Jackie Karuti (born 1987, Kenya)

Jackie Karuti is known for her experimental and conceptual work using new media where she explores themes of alternate worlds, access to knowledge, space, death and sexuality through drawings, installations, video and performance art.

Karuti is the 2017 recipient of the Young Artist Award at the Cape Town Art Fair, an alumna of the Gasworks residency program in London as well as Asiko, which operates as an alternative art school hosted in different African cities.

She has participated in several exhibitions & residencies, both locally & abroad, which has seen her collaborate with other artists & institutions in a selection of various multidisciplinary projects.

Karuti currently lives and works in Nairobi.

Lawrence ‘Shabu’ Mwangi (born 1985, Kenya)

Shabu Mwangi began practicing art in 2003. He lives and works in Mukuru slum where he established the Wajukuu Art Project in 2013 with a deep conviction that his work could highlight the lives of the disadvantaged minorities in his community. Deeply concerned by society’s inequality and our lack of empathy for people with different social, political, ethnic and religious beliefs, his work seeks to examine human behaviour and our collective amnesia.

His inspiration is derived from the view that a lot of inequities and frustration deeply affects his society and the actions that is taken especially during highly sensitive political time can give insight to who they are and how they are influenced politically and how they are divided culturally and socially.

In his work, Shabu strives to examine the human behavior and interaction with each-other and what really drives us to a point of losing the sense of oneness and reaching a point where more focus is always on our ego. He constantly reflects on the quest as human being: the acceptance of our condition and at the same time the view that we are forgetful, a kind of collective amnesia, that why I say wealth will never describe a rich man or poverty a poor man in the eyes of a deeper observer.

He has worked with art2be and Hope Worldwide and exhibitions include Pop-Up Africa, 2014, GAFRA, London; Out of the Slum, 2012 Essen, Germany and various group and solo exhibitions in Nairobi, Kenya.

Ephrem Solomon (born 1983, Ethiopia)

Ephrem Solomon observes his environment and presents socio-political works using woodcut and mixed media. Informing his work are views of Addis Ababa and the people that inhabit the spaces around him, as does a fictional world that exists beyond the present – a reality that is free from the limitations of anecdotal recordings of experience. Using black and white to symbolize this juncture in reality, Solomon presents his observations though symbolism and use of archival material, which provide personal and political narratives beyond his locale. Many of his works remain untitled, allowing viewers to identify themselves and those around them.
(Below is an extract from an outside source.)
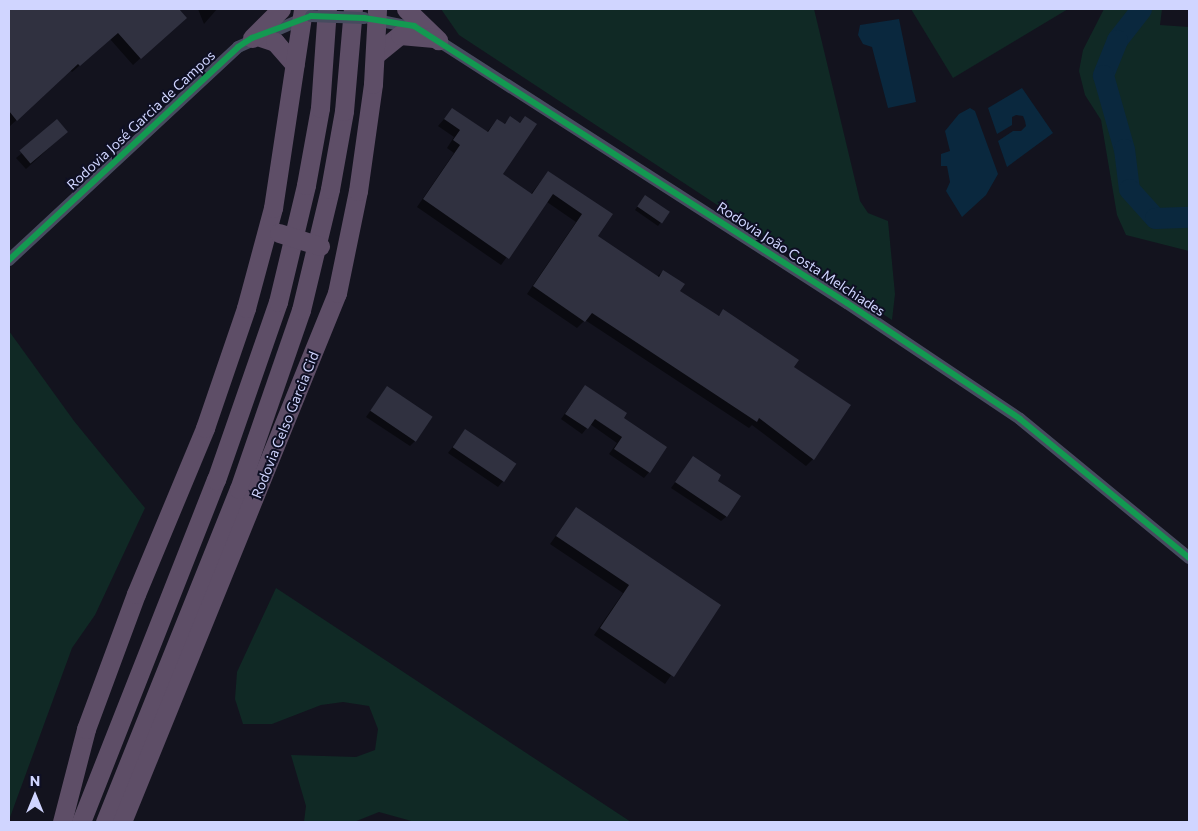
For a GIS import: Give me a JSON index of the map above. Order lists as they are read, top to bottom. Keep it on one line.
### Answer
{"streets":{"highway":["Rodovia Celso Garcia Cid"],"street":["Rodovia José Garcia de Campos","Rodovia João Costa Melchiades"]},"crossings":[["Rodovia José Garcia de Campos","Rodovia João Costa Melchiades"],["Rodovia João Costa Melchiades","Rodovia Celso Garcia Cid"]],"north":"top"}
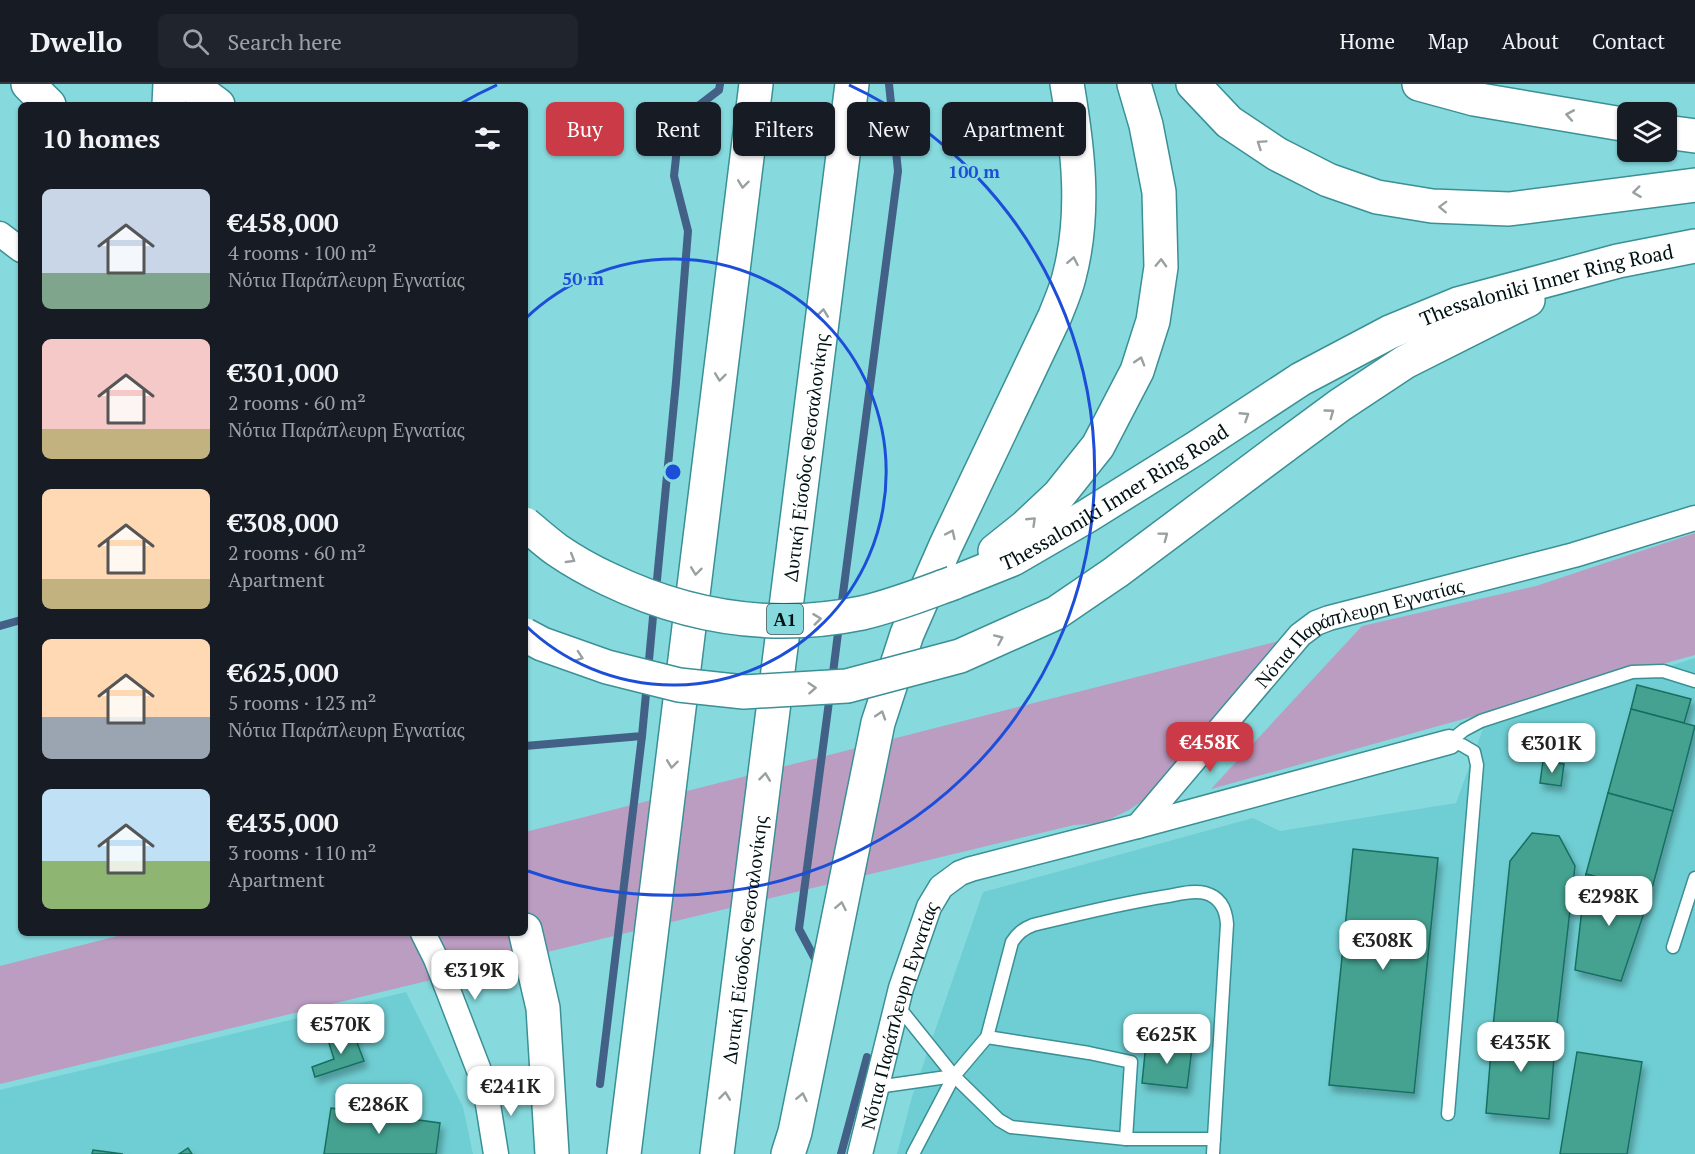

This new series, ’Silence’, examines ideas of mortality and borders, freedom of expression and standing up for social injustice.

Solomon has exhibited internationally, with shows in Ethiopia, Kenya, Dubai and Croatia, Australia and the UK. Recent exhibitions include the NGV Triennial, National Gallery of Victoria, Melbourne, Australia (2017-18), A Painting Today, Stevenson, Cape Town (2017), What about Africa?, Witteveen Visual Art Centre, Amsterdam (2016). His works are held in private collections in Dubai, South Africa, Kenya, Tanzania and the UK, including the Saatchi Collection.

Gor Soudan (born 1983, Kenya)

Gor Soudan is a conceptual artist living and working in Kisumu and Nairobi. Often subtly engaged with contemporary political and social issues and embedded in urban culture, Gor’s artistic practice is an organic process through which everyday material is transformed into powerful work.  He has worked with pages of the Kenyan constitution, carton, plastic, shopping bags and ‘protest wire’ – a tangled black mass of wire he salvaged from car tyres burnt during civil unrests in Nairobi brought about by political tension.

His practice and the works he produces provide acute, often satirical observations and comment on the rapid socio-political transformation Africa, and Kenya in particular, is undergoing. His latest project, Bubbles & Shells applies linear installation using protest wire, natural materials and drawings to explore an ontological history of enclosed spaces, utopian and practical pods and domes, real and fantastical atmospheres or ecosystems observed during his travels to Japan and West Africa.